Four brave Americans (okay, three Americans and a Canadian) are strapped into a capsule on top of a 322-foot rocket, ready to slingshot around the Moon for the first time since Apollo 17 in 1972. NASA’s Artemis II mission launches Wednesday evening from Kennedy Space Center, and we should all be bursting with pride — assuming the thing doesn’t blow a hydrogen gasket like it did the last two times they tried this.
Commander Reid Wiseman, pilot Victor Glover, mission specialist Christina Koch, and Canadian astronaut Jeremy Hansen will spend ten days flying 252,000 miles from Earth — smashing Apollo 13’s distance record by about 4,000 miles. When they come screaming back into the atmosphere at 25,000 mph, the heat shield will hit 5,000 degrees Fahrenheit. Koch joked that her husband won’t even be able to call and ask where she keeps the good silverware.
Now let’s talk about the bill. Congress — the same geniuses who can’t pass a budget on time to save their lives — managed to turn what should’ve been a $5 billion rocket launching in 2016 into a $93 billion money pit launching a full decade late. The SLS rocket costs $4.1 billion every single time it flies. Per launch! You could buy every member of Congress a solid gold toilet and still have change left over.
“Congress locked in this design decision made for a completely different spacecraft in a completely different era,” said Casey Dreier of the Planetary Society. Translation: 535 politicians who think Wi-Fi comes from the cloud told actual rocket scientists which parts to bolt onto a spaceship. And then they wonder why it leaks hydrogen.
Speaking of which — those hydrogen leaks that delayed this mission twice trace all the way back to the Space Shuttle program. Hydrogen molecules are tiny little escape artists, kind of like the $260 million in taxpayer dollars USAID funneled to George Soros’s outfits. NASA has wrestled with this exact problem for forty years, but sure, let a bunch of congressmen who can’t operate their own iPhones dictate the engineering specs.

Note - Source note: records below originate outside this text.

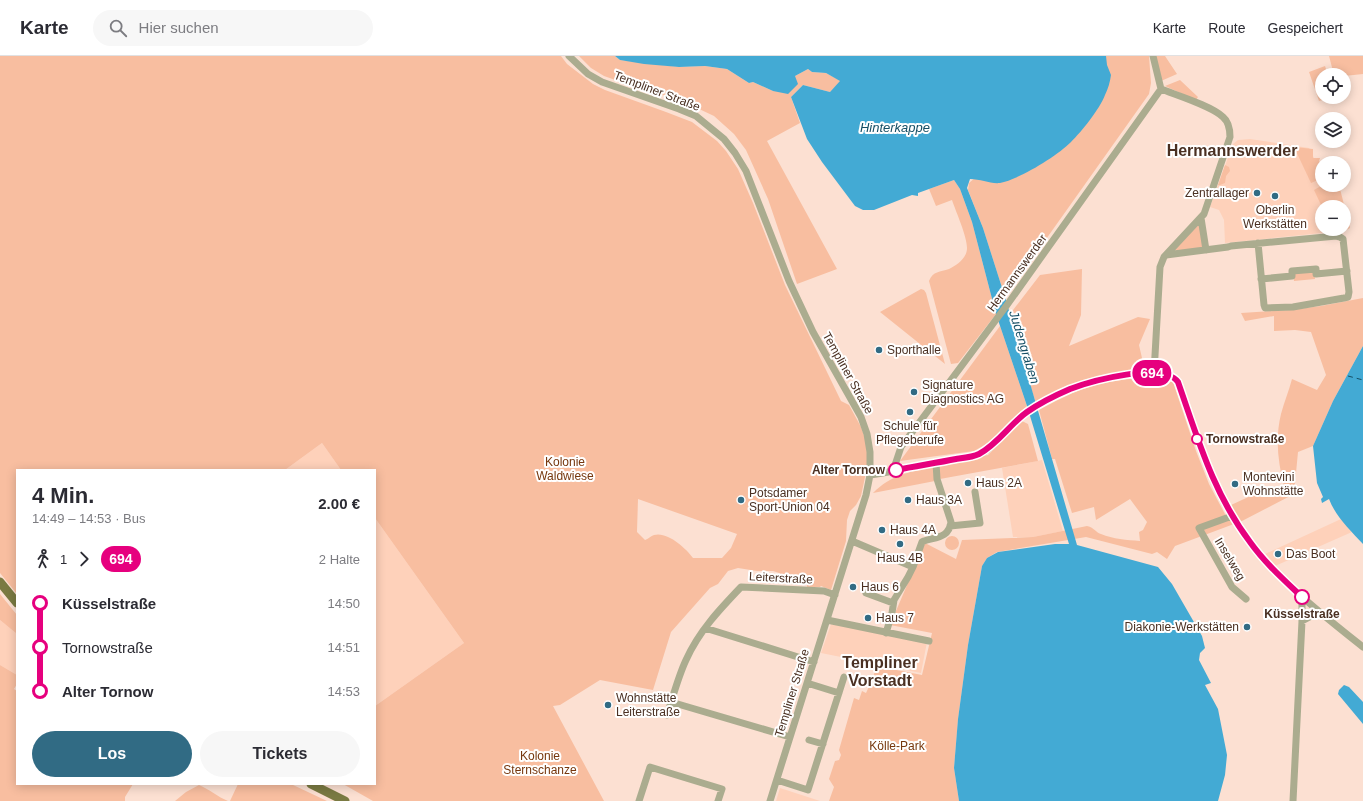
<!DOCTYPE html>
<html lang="de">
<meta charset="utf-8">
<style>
:root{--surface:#fff;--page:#f7f7f7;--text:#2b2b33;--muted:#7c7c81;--line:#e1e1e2;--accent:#316b84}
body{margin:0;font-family:Arial,sans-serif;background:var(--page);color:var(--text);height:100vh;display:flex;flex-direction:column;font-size:15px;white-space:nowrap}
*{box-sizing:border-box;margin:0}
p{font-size:13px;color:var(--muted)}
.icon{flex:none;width:22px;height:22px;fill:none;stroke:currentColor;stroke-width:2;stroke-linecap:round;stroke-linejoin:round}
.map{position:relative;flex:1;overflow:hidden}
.side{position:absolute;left:16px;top:413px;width:360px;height:316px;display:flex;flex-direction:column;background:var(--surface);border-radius:0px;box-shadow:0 2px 10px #0003}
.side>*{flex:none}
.badge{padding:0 8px;border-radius:13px;font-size:14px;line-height:26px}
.tools{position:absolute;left:1315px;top:12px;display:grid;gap:8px}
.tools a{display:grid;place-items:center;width:36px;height:36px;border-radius:50%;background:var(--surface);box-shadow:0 2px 10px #0003;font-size:20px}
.map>.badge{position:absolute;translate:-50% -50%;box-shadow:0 0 0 2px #fff}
.legs{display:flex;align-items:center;gap:6px;height:44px;padding:0 16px;font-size:13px}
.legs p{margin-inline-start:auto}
.summary{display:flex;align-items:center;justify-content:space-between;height:68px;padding:0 16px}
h1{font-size:22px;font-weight:600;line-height:30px}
.button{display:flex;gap:8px;margin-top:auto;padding:8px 16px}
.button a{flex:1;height:46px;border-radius:24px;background:var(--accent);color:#fff;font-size:16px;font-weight:600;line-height:46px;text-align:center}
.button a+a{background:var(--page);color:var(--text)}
ul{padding:0 16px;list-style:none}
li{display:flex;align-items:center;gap:14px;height:44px;font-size:15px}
li i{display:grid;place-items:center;width:6px;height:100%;margin:0 5px;background:currentColor}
li i::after{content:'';width:10px;height:10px;margin:-5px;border:3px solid;border-radius:50%;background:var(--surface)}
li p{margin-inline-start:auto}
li:first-child i{background:linear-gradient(#0000 50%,currentColor 0)}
li:last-child i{background:linear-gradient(currentColor 50%,#0000 0)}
header{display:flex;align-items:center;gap:24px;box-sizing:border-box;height:56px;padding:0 20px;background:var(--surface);border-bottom:1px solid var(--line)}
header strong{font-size:19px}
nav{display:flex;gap:22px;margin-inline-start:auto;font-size:14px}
.search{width:280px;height:36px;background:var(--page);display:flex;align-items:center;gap:10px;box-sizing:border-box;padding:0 14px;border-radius:22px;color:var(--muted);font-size:15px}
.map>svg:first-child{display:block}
</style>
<header>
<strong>Karte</strong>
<div class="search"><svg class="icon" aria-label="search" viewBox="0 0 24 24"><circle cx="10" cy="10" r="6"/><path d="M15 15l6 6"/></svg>Hier suchen</div>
<nav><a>Karte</a><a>Route</a><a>Gespeichert</a></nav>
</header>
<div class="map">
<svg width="1363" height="745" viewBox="0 0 1363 745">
<rect width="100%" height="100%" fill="#fce0d2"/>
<path fill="#fed1ba" d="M1250,83L1309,92L1320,114L1322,129L1339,151H1322V173H1332V176L1225,187L1224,164L1219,154L1210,151L1233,88L1238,84Z
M322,387L341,414H285Z
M1042,404L1063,475L1033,481H1013L1002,412Z
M375,462L464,587L375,650Z
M1341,463L1352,476L1275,510L1265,498Z
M0,564L17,578V619L0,609Z
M831,568L927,586L921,617L821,597Z
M780,732L820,745H776Z"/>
<path fill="#f8bea0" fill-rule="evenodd" d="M0,0H561L567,8L593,28L605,34L666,56L692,66L717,85L726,95L738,113L753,147L785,229L841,345L849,349L861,371L866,385L868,407L861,440L856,449L850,455L847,464L846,485L831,534L821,530L820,531H807V526L773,515H757L738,512L728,515L718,528L710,532L671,576L653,634L600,624L560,649L553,650L604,745H373L343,728H375V650L464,587L375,462V414H341L322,387L285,414H17V538L0,517ZM638,443L737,478L731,492L722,502H693C686,492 667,475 654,479C651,480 648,483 645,484L637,476Z
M579,0H615L620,4L679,11L705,10L727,13L749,27L753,26L773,35L795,20L808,13L812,16L826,17L841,25L830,36L803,29L791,41L800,67L767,85L837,213L797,228L768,143L746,94L734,78L714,60L680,44L621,26L604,20L591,12Z
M1106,0H1149L1151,27L1149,38L1005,241L983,172L968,134L969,127L1106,9Z
M1156,0H1165L1177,18L1161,25Z
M1329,0H1363V18L1344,20V19H1334Z
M1325,10L1328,19H1322V41H1332L1319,45L1309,16Z
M1180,24L1198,41L1196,44L1165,30Z
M1294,91L1313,93V102H1320L1319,105L1322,108V129H1339L1350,172L1338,178L1333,174L1332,173H1344V151H1322L1314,134L1321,130L1318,124L1311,127Z
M1225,109L1229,111L1230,115L1226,120L1225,127L1220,129H1218Z
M954,124L960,133L972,166L996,258L958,307L951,308L929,225C933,215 940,216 949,213C957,209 967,202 967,192C967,180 956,156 952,144L936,150L929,133Z
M1198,169L1200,170L1204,192L1177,195L1174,194Z
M1082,213L1081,259L1069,290L1138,261L1150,263L1139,289L1145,315C1125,317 1104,318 1084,324C1067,330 1052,339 1036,347L1024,311L1010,258L1040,219Z
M1314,214L1315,223L1294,225L1293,216Z
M921,233L924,234L926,237L945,308L880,256Z
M1363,242V290L1333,345L1313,390L1298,396L1294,438L1242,465L1175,490L1167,503L1157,496L1152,498L1086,481L997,496L987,502L982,510L968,589L958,663L954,712L959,745H829L834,731L829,723L835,705L839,704L841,699L839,694L854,642L859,644L862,635L866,637L873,622L876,610L922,619L932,577L890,569L925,487L956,503L962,484L1033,481L1087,470C1095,472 1095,476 1101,478C1113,483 1127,484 1140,485L1139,476L1143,474L1147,466L1130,443L1096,464L1094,451L1072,457L1055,403H1052L1039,354C1072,336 1092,327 1130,323C1147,322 1156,322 1173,326L1196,395L1209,428L1226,460L1231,449L1257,437L1284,430C1278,406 1275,383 1281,358C1284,346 1289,335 1292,323L1317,334L1326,319L1311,276L1295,274L1274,275V260L1245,265L1241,257L1290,254L1321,250Z
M1000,270L1027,350L990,386L974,395L900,405Z
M1022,365L1028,368L1038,405L940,423L937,410L988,399Z
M933,411L935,425L873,437C891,419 909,416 933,411Z
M945 487a7 7 0 1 1 14 0a7 7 0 1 1-14 0Z
M0,538L17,559V578L0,564Z
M0,609L17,619V628L14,633L17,635V728H133L125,741V745H0Z
M238,728H291L327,745H230Z
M199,729C209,733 218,741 228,745H175L186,736Z"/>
<path fill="#43aad4" d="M615,0H1106L1107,9L1111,19C1110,26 1108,33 1105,39C1099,54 1082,75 1071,86C1057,100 1020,123 1000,127C990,128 981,123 970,123L967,132L983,172L1005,241L1077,489L1158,511L1172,528L1202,580L1205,592L1200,597L1199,604L1211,627L1205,629L1218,653L1227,699L1225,719L1218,745H959L954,712L958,663L968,589L982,510L987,502L998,496L1055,488H1069L1027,350L996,258L972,166L960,133L954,124L918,137V140L912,139L874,154H863L855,150L822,106L807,83L791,41L803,29L830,36L840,25L826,17L812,16L808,13L795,20L798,28L788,38L773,35L753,26L749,27L727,13L705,10L679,11L644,8L620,4Z
M1363,290V488C1350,474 1336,461 1329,443L1322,447L1321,443L1323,441L1317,427L1313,390L1333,345Z
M1344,629L1349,631L1363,646V668L1338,638L1339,634Z"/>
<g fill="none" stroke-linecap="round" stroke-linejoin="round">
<path stroke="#164f65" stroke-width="1" stroke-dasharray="5 4" stroke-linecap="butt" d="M1348,320L1363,324"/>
<path stroke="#abac8f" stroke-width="7" d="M569,0L588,18L602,26L679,53L696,60L724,83L735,97L746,115L789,225L813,276L861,361L867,378L870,396V419L866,439L770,745
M1201,162L1206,194
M1166,199L1228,191L1231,190C1266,187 1301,183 1336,180L1340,181L1343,183L1349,236L1348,241L1344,242L1293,251L1265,252L1264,249L1258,187
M1261,223L1292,220V215L1316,213V218L1347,215
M1154,317L1160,211L1164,201L1204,158L1230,81C1230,73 1229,66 1223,61C1212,50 1176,39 1161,33
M893,415L901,391L1007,249L1161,33L1153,0
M870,419C895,415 920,410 945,405C955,403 967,402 978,399C993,394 1013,366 1028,356C1043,345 1062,336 1079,330C1099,323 1164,306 1178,326C1192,367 1204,409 1225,448C1257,508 1311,550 1363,591
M1232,460L1199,472L1232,531L1246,543
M950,470L980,467L975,436
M852,485L913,511L922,486L924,485C936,481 949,482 951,466L937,423L936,407
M866,537L893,547
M827,564L929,585
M1302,565L1319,556
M705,572L814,606
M886,577L892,557L894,544L908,521L913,511
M807,627L839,637
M671,646L790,681
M667,659C673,641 678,621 686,604C699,575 720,553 741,531L824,535L835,539
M809,684L823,688
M777,724L808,734L844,621
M639,745L650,711L722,733L718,745
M1293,745L1302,565V542"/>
<path stroke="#7a7a42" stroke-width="9" d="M0,526L17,547
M311,728L345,745"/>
</g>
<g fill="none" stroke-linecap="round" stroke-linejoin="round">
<defs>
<path id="line-1" d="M896,414C916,410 936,407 956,403C963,402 973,401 979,398C998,388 1010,368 1027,356C1040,347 1056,339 1070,333C1091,325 1163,305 1178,326C1198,383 1213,437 1250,486C1265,507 1284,524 1302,541"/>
</defs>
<use href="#line-1" stroke="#fff" stroke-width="9"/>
<use href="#line-1" stroke="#e6007e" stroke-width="6"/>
</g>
<g fill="#316b84" stroke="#fff" stroke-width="1.5">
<circle cx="1257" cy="137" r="4"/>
<circle cx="1275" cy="140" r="4"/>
<circle cx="879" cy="294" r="4"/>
<circle cx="914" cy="336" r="4"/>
<circle cx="910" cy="356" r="4"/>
<circle cx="968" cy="427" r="4"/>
<circle cx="1235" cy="428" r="4"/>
<circle cx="741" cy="444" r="4"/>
<circle cx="908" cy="444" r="4"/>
<circle cx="882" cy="474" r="4"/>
<circle cx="900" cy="488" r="4"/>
<circle cx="1278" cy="498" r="4"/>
<circle cx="853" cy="531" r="4"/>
<circle cx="868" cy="562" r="4"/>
<circle cx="1247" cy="571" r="4"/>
<circle cx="608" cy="649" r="4"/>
</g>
<g fill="#fff" stroke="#e6007e" stroke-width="2">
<circle cx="1197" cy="383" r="5"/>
<circle cx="896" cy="414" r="7"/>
<circle cx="1302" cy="541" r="7"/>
</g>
<g text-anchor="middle" stroke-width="4" stroke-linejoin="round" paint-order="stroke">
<g font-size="12" fill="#4a3022" stroke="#fff">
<text transform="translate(657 35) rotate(21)" y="4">Templiner Straße</text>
<text transform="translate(1017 217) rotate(-54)" y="4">Hermannswerder</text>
<text transform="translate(848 317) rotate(61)" y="4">Templiner Straße</text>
<text transform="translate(1230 503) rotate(59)" y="4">Inselweg</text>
<text transform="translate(781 522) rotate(3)" y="4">Leiterstraße</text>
<text transform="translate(792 637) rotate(-73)" y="4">Templiner Straße</text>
</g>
<g font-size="12" fill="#4a3022" stroke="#fff" text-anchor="start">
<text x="1249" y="141" text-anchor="end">Zentrallager</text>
<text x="1275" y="158" text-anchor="middle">Oberlin<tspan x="1275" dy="14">Werkstätten</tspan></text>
<text x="887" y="298">Sporthalle</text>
<text x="922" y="333">Signature<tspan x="922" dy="14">Diagnostics AG</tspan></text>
<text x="910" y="374" text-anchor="middle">Schule für<tspan x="910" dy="14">Pflegeberufe</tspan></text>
<text x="1243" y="425">Montevini<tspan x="1243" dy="14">Wohnstätte</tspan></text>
<text x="976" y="431">Haus 2A</text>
<text x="749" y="441">Potsdamer<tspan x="749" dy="14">Sport-Union 04</tspan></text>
<text x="916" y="448">Haus 3A</text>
<text x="890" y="478">Haus 4A</text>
<text x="1286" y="502">Das Boot</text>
<text x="900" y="506" text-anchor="middle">Haus 4B</text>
<text x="861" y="535">Haus 6</text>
<text x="876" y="566">Haus 7</text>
<text x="1239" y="575" text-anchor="end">Diakonie-Werkstätten</text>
<text x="616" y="646">Wohnstätte<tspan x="616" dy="14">Leiterstraße</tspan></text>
</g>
<g font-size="12" font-weight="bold" fill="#4a3022" stroke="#fff" text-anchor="start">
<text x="1206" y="387">Tornowstraße</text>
<text x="885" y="418" text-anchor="end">Alter Tornow</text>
<text x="1302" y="562" text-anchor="middle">Küsselstraße</text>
</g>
<g font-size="12" fill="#76370d" stroke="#fff">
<text x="565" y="410">Kolonie<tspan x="565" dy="14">Waldwiese</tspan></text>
<text x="897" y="694">Kölle-Park</text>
<text x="540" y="704">Kolonie<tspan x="540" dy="14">Sternschanze</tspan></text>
</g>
<g font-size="13" font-style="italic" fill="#164f65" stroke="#fff">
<text x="895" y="76">Hinterkappe</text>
<text transform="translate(1025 291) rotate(73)" y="5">Judengraben</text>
</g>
<g font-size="16" font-weight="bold" fill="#4a3022" stroke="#fff">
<text x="1232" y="100">Hermannswerder</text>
<text x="880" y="612">Templiner<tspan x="880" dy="18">Vorstadt</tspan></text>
</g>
</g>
</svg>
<div class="tools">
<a><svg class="icon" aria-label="locate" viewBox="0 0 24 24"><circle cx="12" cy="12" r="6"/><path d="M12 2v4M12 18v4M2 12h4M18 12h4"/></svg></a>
<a><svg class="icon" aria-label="layers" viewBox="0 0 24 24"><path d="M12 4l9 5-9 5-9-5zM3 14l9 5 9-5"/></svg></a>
<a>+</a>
<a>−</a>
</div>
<b class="badge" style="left:1152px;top:317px;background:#e6007e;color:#fff">694</b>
<section class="side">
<div class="summary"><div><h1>4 Min.</h1><p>14:49 – 14:53 · Bus</p></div><b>2.00 €</b></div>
<div class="legs"><svg class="icon" aria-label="walk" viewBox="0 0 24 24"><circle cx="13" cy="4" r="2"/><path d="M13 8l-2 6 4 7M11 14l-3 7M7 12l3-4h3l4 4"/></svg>1<svg class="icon" aria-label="forward" viewBox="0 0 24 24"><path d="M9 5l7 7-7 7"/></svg><b class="badge" style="background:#e6007e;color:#fff">694</b><p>2 Halte</p></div>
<ul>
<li><i style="color:#e6007e"></i><b>Küsselstraße</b><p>14:50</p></li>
<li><i style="color:#e6007e"></i><span>Tornowstraße</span><p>14:51</p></li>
<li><i style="color:#e6007e"></i><b>Alter Tornow</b><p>14:53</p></li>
</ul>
<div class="button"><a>Los</a><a>Tickets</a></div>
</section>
</div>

Wiseman, who’s 50 and a single dad, sat his kids down before suiting up and walked them through the will and trust documents. “If anything happens to me, here’s what’s going to happen to you.” Then he climbed on top of a controlled explosion pointed at the Moon. The man assigned himself this mission when he ran the astronaut office, and if you’re in charge of picking who rides the rocket to the Moon and you DON’T pick yourself, you’re a fool. God bless him.
Glover is bringing a Bible and his wedding rings aboard. Koch will become the first woman to leave low-Earth orbit — an actual accomplishment, unlike the DEI participation trophies Democrats hand out like candy. Hansen, the Canadian, shouted “Allons-y!” at the press conference, which is French for “let’s go.” Our neighbors to the north sent one guy and he immediately started speaking French. Buddy, read the room — we’re going to the Moon, not Montreal.
Meanwhile, 90-year-old Apollo 17 astronaut Harrison Schmitt — the last human to walk on the Moon — offered this gem: “Be ready for anything unexpected, but have a great time.” That’s the most badass thing a 90-year-old has said since Clint Eastwood told an empty chair to shut up at the RNC. Meanwhile, half the kids in this country need a therapy appointment if their Wi-Fi drops for ten minutes.
We built this rocket despite Washington, not because of it. Four people are about to ride a bomb around the Moon and splash down in the Pacific, and the only thing the clowns on Capitol Hill contributed was a decade of delays and $93 billion in cost overruns. God bless the engineers who actually built the thing. Godspeed to the crew.